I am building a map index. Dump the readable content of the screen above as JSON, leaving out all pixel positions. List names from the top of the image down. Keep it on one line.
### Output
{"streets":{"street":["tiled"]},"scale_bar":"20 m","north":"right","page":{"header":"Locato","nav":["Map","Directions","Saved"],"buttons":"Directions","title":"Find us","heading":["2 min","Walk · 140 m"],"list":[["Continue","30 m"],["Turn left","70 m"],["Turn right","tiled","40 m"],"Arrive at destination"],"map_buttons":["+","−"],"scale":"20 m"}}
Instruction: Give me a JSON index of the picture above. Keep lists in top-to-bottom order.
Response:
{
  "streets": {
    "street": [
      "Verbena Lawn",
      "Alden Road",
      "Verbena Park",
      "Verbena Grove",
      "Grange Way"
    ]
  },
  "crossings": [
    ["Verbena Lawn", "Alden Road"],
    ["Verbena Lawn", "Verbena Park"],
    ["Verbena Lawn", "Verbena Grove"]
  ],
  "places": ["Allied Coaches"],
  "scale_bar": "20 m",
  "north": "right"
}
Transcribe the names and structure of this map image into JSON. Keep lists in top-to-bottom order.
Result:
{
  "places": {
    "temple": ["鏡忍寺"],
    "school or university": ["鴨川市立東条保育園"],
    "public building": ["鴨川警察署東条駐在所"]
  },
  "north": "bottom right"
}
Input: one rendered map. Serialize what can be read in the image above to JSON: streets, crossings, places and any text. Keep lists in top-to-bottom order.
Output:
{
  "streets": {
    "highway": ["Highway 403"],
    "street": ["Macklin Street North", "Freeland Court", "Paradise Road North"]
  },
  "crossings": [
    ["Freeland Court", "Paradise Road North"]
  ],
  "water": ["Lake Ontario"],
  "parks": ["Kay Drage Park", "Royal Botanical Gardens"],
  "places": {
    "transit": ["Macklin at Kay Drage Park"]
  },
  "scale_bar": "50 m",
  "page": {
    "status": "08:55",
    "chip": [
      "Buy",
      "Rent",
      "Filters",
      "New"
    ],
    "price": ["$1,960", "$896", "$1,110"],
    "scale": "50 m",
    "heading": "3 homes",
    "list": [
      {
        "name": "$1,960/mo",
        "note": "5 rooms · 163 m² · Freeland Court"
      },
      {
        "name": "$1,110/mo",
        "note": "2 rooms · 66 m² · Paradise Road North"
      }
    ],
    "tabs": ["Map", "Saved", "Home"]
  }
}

····················

→ **WORK REQUIRED**
Every line of the data is to be printed again exactly.

→ **EXERCISE RESULT**
I am building a map index. Dump the readable content of the screen above as JSON, leaving out all pixel positions. List names from the top of the image down. Keep it on one line.
### Output
{"streets":{"street":["tiled"]},"scale_bar":"20 m","north":"right","page":{"header":"Locato","nav":["Map","Directions","Saved"],"buttons":"Directions","title":"Find us","heading":["2 min","Walk · 140 m"],"list":[["Continue","30 m"],["Turn left","70 m"],["Turn right","tiled","40 m"],"Arrive at destination"],"map_buttons":["+","−"],"scale":"20 m"}}
Instruction: Give me a JSON index of the picture above. Keep lists in top-to-bottom order.
Response:
{
  "streets": {
    "street": [
      "Verbena Lawn",
      "Alden Road",
      "Verbena Park",
      "Verbena Grove",
      "Grange Way"
    ]
  },
  "crossings": [
    ["Verbena Lawn", "Alden Road"],
    ["Verbena Lawn", "Verbena Park"],
    ["Verbena Lawn", "Verbena Grove"]
  ],
  "places": ["Allied Coaches"],
  "scale_bar": "20 m",
  "north": "right"
}
Transcribe the names and structure of this map image into JSON. Keep lists in top-to-bottom order.
Result:
{
  "places": {
    "temple": ["鏡忍寺"],
    "school or university": ["鴨川市立東条保育園"],
    "public building": ["鴨川警察署東条駐在所"]
  },
  "north": "bottom right"
}
Input: one rendered map. Serialize what can be read in the image above to JSON: streets, crossings, places and any text. Keep lists in top-to-bottom order.
Output:
{
  "streets": {
    "highway": ["Highway 403"],
    "street": ["Macklin Street North", "Freeland Court", "Paradise Road North"]
  },
  "crossings": [
    ["Freeland Court", "Paradise Road North"]
  ],
  "water": ["Lake Ontario"],
  "parks": ["Kay Drage Park", "Royal Botanical Gardens"],
  "places": {
    "transit": ["Macklin at Kay Drage Park"]
  },
  "scale_bar": "50 m",
  "page": {
    "status": "08:55",
    "chip": [
      "Buy",
      "Rent",
      "Filters",
      "New"
    ],
    "price": ["$1,960", "$896", "$1,110"],
    "scale": "50 m",
    "heading": "3 homes",
    "list": [
      {
        "name": "$1,960/mo",
        "note": "5 rooms · 163 m² · Freeland Court"
      },
      {
        "name": "$1,110/mo",
        "note": "2 rooms · 66 m² · Paradise Road North"
      }
    ],
    "tabs": ["Map", "Saved", "Home"]
  }
}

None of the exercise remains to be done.